A letra diz: “Tive um sonho na última noite / Que sonho lindo foi esse / Sonhei que estávamos todos bem / Felizes em uma terra de Oz”.
Guiada pela melodia, a modelo assumia poses oníricas — ainda que não soubesse inglês.
Três horas se passaram, e Andujar gastou dez rolos de filme, cada qual com 36 poses.
As fotos, simples e diretas, prenunciavam uma tarefa mais complexa — reconstruir a imagem de Sônia em laboratório, com filtros e sobreposições.
“Às vezes, seu corpo ganha aparência escultórica. Em outros momentos, adquire formas chapadas”, analisa Rivitti.
“Hoje, com a banalização dos filtros no Instagram, a gente olha para esse trabalho sem entender direito a radicalidade de sua técnica. Mas, ali, a Claudia assumia um grande risco, operando de modo lento, artesanal.”
Andujar não se interessava mais por jornalismo. Estimulada pelo crescente reconhecimento da fotografia no circuito artístico brasileiro, vinha direcionando sua carreira aos museus — tornou-se professora do Museu de Artes de São Paulo (Masp), organizou diversas exposições e imergiu-se na pesquisa.
Nessa época, desenvolveu experiências quase clandestinas.
Em 1974, ela sobrevoaria São Paulo, munida de filmes infravermelhos — até então, um material de uso restrito ao Exército, com venda controlada pela ditadura militar.
No regime autoritário, inclusive, Andujar foi citada em dezenas de documentos confidenciais e chegou a ser expulsa de um território indígena em 1978, ao ser enquadrada pela Lei de Segurança Nacional.

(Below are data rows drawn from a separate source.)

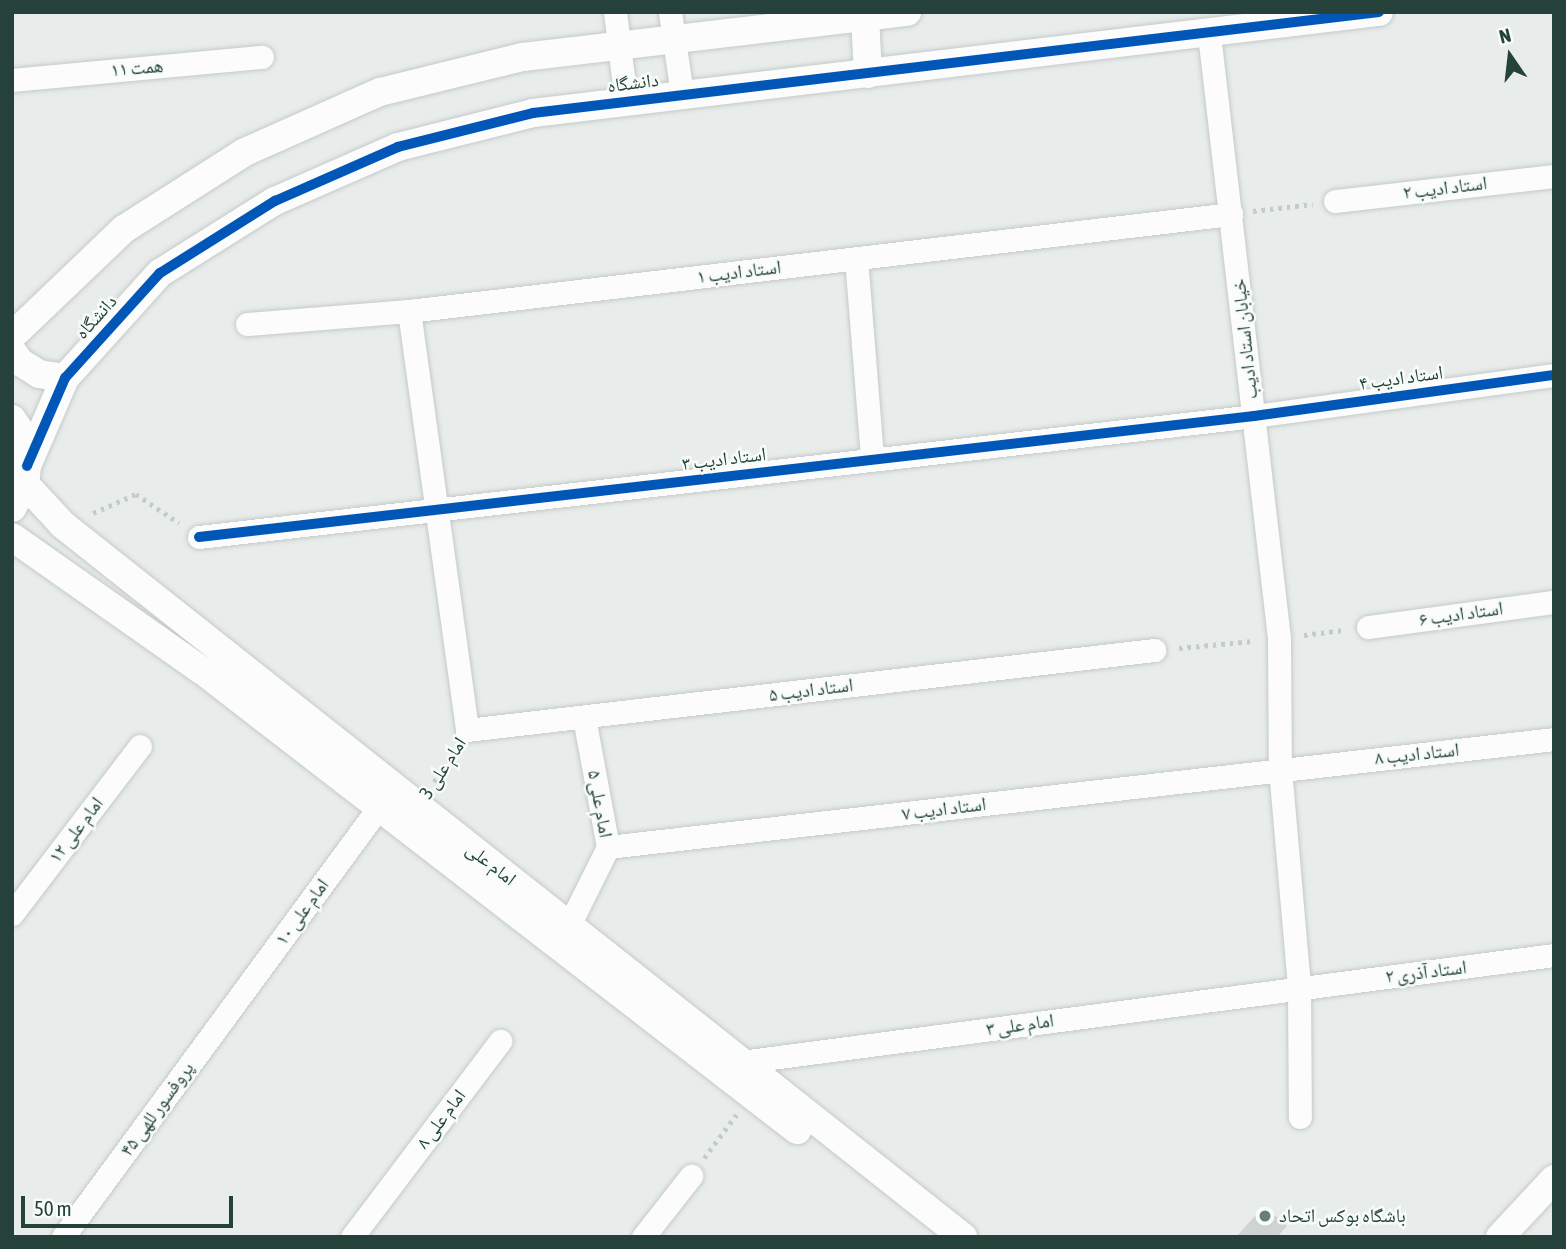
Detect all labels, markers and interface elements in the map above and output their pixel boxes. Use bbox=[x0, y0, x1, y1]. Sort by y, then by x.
north arrow bbox=[1475, 21, 1545, 91]
text: N bbox=[1497, 24, 1513, 48]
street label: همت ۱۱ bbox=[110, 54, 164, 82]
street label: دانشگاه bbox=[606, 69, 660, 97]
street label: استاد ادیب ۲ bbox=[1402, 172, 1488, 204]
street label: استاد ادیب ۱ bbox=[696, 256, 782, 288]
street label: خیابان استاد ادیب bbox=[1227, 278, 1263, 400]
street label: دانشگاه bbox=[70, 290, 122, 344]
street label: استاد ادیب ۴ bbox=[1357, 361, 1445, 395]
street label: استاد ادیب ۳ bbox=[681, 443, 767, 475]
street label: استاد ادیب ۶ bbox=[1417, 597, 1505, 631]
street label: استاد ادیب ۵ bbox=[768, 674, 854, 706]
street label: امام علی 3 bbox=[415, 733, 471, 803]
street label: استاد ادیب ۸ bbox=[1374, 738, 1460, 770]
street label: امام علی ۵ bbox=[583, 768, 617, 840]
street label: امام علی ۱۲ bbox=[44, 792, 108, 868]
street label: استاد ادیب ۷ bbox=[901, 793, 987, 825]
street label: امام علی bbox=[461, 837, 521, 891]
street label: امام علی ۱۰ bbox=[270, 874, 334, 950]
street label: استاد آذری ۲ bbox=[1384, 956, 1468, 988]
street label: امام علی ۳ bbox=[985, 1009, 1055, 1041]
street label: پروفسور للهی ۴۵ bbox=[115, 1057, 199, 1161]
street label: امام علی ۸ bbox=[411, 1085, 471, 1153]
scale bar bbox=[24, 1182, 236, 1226]
text: 50 m bbox=[34, 1196, 72, 1220]
place label: باشگاه بوکس اتحاد bbox=[1279, 1205, 1406, 1227]
marker: باشگاه بوکس اتحاد bbox=[1257, 1208, 1273, 1224]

Os filmes infravermelhos têm propriedades fotoquímicas que permitem capturar ondas invisíveis a olho nu, acentuando detalhes ocultos e distorcendo nossa percepção cromática.

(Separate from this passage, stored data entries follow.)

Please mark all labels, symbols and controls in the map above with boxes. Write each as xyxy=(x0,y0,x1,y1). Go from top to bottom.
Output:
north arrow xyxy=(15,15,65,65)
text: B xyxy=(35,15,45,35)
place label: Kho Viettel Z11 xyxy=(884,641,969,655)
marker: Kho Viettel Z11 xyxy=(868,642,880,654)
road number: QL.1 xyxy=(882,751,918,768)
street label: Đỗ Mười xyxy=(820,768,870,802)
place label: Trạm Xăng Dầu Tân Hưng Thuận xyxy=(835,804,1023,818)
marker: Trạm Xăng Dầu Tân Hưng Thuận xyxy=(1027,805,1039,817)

Uma atmosfera opressiva se instaura nas imagens que Andujar realiza com auxílio da tecnologia.
Há um predomínio do azul e do cinza, em uma perspectiva aérea que ressalta o caráter simétrico dos edifícios e a escassez de vegetação.
Árvores são raras, brotando com tonalidade púrpura entre blocos de concreto. A presença humana simplesmente inexiste.
Abordagem oposta marca um ensaio produzido na rua Direita, logradouro altamente movimentado do centro paulistano.
Com a câmera rente ao asfalto, a fotógrafa engrandece os transeuntes — rodeados por letreiros garrafais, eles se esbarram pela calçada, absorvidos em suas próprias rotinas.
São indivíduos solitários, tal como a dupla que estampa uma fotografia misteriosa, identificável no tempo e no espaço graças ao título Brasília, 1965. Seu contexto é uma incógnita.
“Tem um descampado enorme, por onde descem uns homens pequenininhos”, descreve Brandão.
“Um dos caras está de terno, eles andam e conversam. Não tem prédios, nada de arquitetura, um único [Oscar] Niemeyer sequer. É só nuvem e pedra.”
O curador adoraria saber o que houve por ali, mas não conseguiu descobrir.
“A Claudia é uma mulher que não dá trela para o passado. Só o que importa é o futuro”, diz Brandão.
“Ela fica louca de entusiasmo quando descobre uma nova técnica de impressão. Mas se você perguntar o que ela foi fazer lá no Distrito Federal, ela finge que nem escuta.”